--- START ---

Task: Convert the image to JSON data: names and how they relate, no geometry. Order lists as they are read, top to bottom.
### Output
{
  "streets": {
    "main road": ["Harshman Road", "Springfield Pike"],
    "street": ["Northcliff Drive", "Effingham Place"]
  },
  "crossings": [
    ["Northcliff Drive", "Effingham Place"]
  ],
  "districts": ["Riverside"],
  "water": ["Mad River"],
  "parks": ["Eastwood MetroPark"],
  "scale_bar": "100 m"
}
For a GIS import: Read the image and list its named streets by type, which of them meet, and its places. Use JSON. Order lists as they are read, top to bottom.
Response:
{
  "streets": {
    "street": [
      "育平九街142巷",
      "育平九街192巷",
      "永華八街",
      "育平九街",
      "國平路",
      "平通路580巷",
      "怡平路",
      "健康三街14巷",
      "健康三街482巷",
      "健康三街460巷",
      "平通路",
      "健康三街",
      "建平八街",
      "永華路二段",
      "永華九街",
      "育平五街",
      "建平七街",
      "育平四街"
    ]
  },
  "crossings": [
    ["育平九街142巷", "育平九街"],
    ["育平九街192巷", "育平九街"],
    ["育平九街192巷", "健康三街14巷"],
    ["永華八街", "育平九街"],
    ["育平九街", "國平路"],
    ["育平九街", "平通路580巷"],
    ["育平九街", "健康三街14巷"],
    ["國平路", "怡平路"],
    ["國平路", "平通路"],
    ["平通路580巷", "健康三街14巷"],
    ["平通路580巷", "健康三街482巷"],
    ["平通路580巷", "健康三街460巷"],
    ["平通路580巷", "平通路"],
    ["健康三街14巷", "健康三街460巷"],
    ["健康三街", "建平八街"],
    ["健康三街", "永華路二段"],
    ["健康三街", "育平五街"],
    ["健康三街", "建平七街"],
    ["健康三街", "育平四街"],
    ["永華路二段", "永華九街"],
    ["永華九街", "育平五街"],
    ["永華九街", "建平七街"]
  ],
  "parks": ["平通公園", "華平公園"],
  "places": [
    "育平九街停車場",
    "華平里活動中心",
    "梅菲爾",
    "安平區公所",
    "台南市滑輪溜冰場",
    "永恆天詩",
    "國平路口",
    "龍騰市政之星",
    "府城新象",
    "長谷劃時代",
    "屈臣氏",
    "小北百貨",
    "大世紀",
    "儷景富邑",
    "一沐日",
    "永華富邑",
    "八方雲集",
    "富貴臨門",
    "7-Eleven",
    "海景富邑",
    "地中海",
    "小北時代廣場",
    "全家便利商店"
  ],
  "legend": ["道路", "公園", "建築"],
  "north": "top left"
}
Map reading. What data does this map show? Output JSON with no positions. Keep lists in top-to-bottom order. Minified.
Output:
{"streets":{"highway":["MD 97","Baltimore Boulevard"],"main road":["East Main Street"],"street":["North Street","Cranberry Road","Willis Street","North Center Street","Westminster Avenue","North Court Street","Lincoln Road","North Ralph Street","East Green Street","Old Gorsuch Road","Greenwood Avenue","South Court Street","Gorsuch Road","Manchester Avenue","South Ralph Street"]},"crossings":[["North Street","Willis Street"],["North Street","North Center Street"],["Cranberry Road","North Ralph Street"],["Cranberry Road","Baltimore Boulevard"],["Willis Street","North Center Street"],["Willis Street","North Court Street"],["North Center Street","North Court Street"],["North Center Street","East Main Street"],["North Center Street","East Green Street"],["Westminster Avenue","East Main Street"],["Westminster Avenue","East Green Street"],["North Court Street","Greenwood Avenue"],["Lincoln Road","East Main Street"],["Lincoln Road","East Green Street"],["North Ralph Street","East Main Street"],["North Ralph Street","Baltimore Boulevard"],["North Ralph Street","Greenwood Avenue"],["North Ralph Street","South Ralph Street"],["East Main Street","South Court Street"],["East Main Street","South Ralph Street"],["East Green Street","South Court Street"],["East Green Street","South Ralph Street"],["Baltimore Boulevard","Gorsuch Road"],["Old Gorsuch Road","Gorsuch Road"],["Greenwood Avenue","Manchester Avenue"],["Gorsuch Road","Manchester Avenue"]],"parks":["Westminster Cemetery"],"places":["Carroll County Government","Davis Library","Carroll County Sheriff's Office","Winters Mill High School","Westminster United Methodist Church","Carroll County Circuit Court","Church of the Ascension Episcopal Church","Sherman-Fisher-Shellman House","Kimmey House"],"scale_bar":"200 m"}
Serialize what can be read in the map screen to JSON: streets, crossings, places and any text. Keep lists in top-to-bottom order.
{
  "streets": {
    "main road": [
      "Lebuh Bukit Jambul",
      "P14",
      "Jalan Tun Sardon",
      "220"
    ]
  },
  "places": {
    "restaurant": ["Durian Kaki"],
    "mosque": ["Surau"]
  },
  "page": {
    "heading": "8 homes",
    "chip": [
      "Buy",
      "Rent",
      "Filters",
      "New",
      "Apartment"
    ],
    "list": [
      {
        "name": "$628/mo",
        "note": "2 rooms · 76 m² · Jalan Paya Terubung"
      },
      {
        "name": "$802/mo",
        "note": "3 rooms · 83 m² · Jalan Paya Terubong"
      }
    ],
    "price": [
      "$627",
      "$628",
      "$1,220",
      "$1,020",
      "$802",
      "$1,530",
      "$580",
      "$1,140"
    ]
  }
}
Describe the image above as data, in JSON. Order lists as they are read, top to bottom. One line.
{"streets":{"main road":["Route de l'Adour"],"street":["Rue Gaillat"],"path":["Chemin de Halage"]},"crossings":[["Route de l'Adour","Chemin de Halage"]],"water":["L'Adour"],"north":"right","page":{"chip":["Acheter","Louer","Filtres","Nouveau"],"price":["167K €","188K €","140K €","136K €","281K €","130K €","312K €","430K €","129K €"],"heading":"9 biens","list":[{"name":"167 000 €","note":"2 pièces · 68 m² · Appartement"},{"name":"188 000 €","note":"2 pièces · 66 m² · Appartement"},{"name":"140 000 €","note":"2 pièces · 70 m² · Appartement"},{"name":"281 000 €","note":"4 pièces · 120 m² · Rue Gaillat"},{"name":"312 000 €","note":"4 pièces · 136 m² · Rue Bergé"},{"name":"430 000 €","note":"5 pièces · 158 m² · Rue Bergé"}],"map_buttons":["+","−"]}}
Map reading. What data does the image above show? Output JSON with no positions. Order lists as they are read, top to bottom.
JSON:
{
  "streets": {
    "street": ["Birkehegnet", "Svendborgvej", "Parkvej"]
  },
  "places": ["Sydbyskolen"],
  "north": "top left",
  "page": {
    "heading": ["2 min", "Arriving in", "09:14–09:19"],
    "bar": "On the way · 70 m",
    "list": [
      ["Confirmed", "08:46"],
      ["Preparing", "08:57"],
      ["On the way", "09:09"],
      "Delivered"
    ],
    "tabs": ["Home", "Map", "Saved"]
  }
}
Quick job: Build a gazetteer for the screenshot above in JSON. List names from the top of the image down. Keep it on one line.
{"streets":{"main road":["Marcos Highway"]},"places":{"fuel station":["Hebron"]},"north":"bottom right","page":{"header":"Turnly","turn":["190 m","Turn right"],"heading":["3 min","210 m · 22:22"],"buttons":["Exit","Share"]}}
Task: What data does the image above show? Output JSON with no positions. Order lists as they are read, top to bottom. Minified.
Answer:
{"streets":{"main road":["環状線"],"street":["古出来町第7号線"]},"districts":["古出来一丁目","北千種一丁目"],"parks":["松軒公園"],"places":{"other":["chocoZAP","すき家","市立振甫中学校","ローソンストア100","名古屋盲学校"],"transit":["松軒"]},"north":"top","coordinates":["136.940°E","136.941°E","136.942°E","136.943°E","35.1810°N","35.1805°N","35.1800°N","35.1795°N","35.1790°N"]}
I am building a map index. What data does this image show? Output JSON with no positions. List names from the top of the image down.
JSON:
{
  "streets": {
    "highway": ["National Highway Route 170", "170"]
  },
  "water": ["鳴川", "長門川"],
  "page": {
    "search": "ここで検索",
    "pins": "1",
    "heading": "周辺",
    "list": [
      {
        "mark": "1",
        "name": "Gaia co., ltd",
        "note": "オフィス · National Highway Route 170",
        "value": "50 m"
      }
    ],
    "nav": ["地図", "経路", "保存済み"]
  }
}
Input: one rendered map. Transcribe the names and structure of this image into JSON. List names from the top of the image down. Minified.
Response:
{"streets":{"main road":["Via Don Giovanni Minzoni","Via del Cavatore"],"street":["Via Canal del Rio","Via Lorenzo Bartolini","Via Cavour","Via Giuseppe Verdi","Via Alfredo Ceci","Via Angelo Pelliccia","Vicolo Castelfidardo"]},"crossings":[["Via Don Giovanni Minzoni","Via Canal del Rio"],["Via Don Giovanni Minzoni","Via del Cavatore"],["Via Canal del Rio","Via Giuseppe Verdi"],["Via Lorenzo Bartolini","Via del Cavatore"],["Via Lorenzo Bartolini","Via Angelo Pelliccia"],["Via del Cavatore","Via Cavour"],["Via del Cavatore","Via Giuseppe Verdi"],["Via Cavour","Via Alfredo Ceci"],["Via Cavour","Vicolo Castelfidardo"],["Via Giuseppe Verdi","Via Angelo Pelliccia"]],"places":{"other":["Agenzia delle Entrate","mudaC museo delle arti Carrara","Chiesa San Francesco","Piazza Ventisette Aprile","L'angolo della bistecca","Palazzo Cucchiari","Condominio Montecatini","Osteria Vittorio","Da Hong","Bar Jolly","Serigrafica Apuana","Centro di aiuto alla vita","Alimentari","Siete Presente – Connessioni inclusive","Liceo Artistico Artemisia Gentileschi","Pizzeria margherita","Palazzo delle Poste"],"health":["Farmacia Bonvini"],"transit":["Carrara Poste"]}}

--- END ---

# [YOUR TASK]
The expected response is the material above given again line by line, from its first line to the line holding "For a GIS import: Read", inclusive.

# [TASK RESPONSE]
Task: Convert the image to JSON data: names and how they relate, no geometry. Order lists as they are read, top to bottom.
### Output
{
  "streets": {
    "main road": ["Harshman Road", "Springfield Pike"],
    "street": ["Northcliff Drive", "Effingham Place"]
  },
  "crossings": [
    ["Northcliff Drive", "Effingham Place"]
  ],
  "districts": ["Riverside"],
  "water": ["Mad River"],
  "parks": ["Eastwood MetroPark"],
  "scale_bar": "100 m"
}
For a GIS import: Read the image and list its named streets by type, which of them meet, and its places. Use JSON. Order lists as they are read, top to bottom.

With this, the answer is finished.